*** Opening of RECORD EXCERPTS ***

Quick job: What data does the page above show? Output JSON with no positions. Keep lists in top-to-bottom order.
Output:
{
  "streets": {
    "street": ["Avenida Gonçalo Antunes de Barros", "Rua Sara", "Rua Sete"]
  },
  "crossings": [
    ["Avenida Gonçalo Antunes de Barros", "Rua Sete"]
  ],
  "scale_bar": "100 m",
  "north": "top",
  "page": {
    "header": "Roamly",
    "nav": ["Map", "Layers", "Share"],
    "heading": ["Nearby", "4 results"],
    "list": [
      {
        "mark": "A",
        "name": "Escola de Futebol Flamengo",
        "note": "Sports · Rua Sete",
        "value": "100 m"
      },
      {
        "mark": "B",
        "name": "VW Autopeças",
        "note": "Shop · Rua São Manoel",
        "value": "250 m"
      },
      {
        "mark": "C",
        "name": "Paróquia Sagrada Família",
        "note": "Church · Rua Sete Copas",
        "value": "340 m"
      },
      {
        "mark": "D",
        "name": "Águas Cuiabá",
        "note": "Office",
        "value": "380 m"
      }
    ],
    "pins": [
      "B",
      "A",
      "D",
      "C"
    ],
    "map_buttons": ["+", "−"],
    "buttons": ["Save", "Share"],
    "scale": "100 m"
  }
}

*** Close of RECORD EXCERPTS ***
*** Opening of RECORD EXCERPTS ***

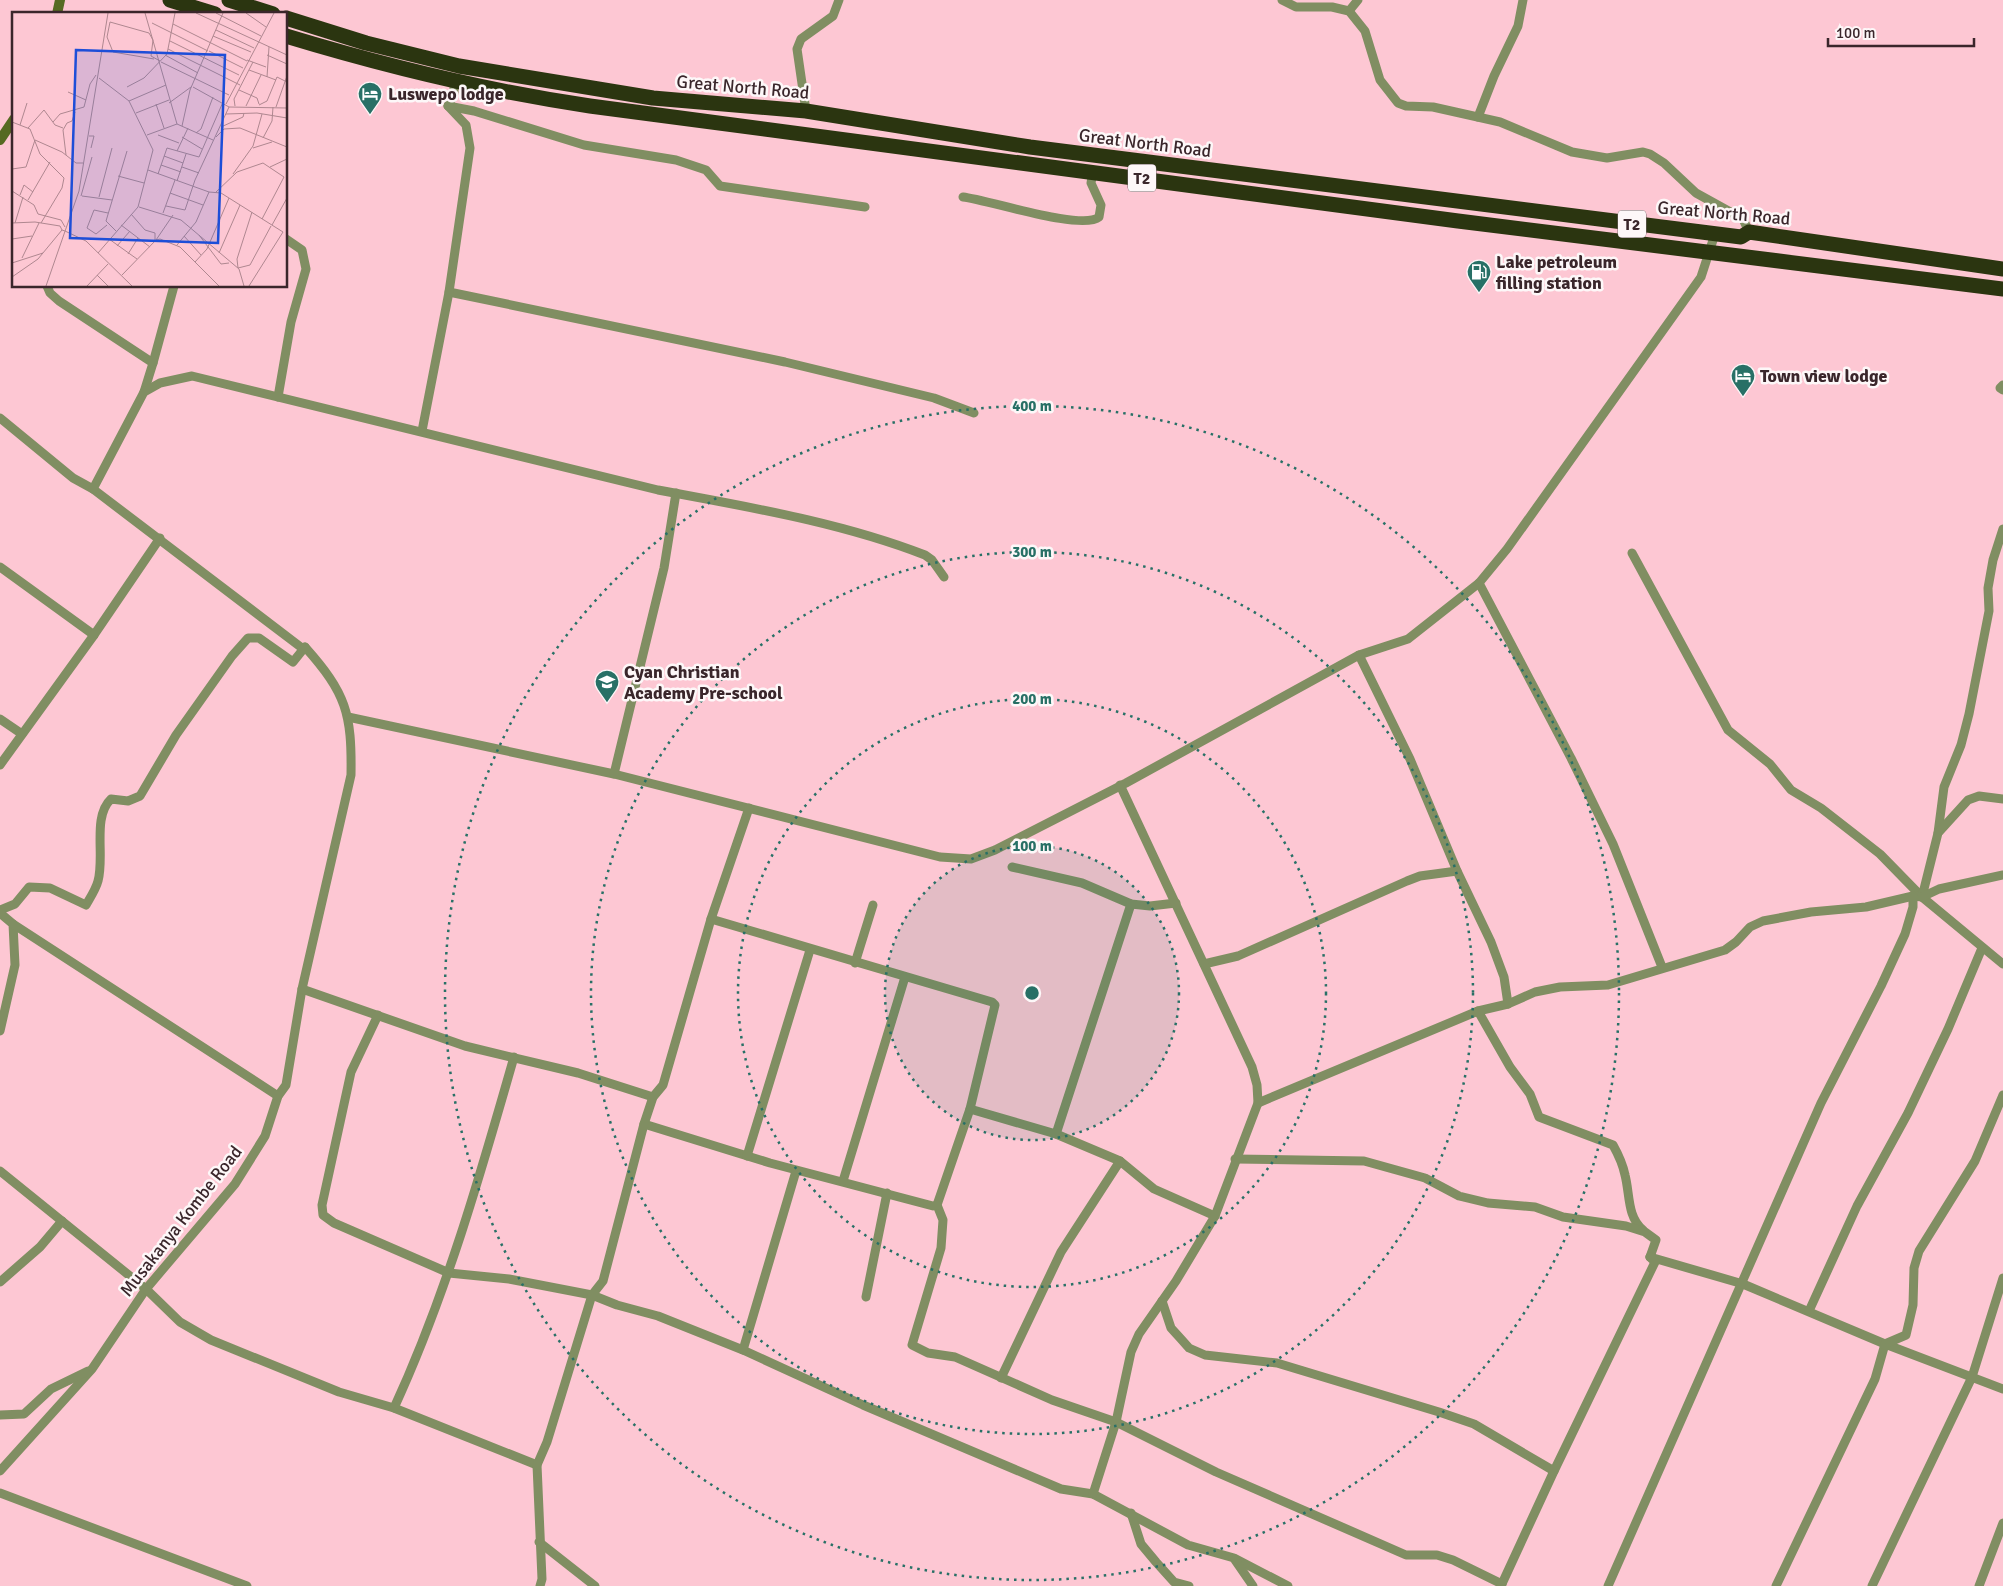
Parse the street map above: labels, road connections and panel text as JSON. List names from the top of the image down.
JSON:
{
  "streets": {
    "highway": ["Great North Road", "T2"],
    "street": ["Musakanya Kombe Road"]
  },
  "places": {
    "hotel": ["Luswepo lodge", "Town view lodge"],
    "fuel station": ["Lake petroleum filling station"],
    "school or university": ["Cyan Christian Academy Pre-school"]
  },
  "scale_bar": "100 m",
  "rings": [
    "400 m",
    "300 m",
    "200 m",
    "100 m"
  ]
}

*** Close of RECORD EXCERPTS ***

EXERCISE: The answer is to be one number: the count of lines in the entries containing the string "above".

ANSWER BELOW: 2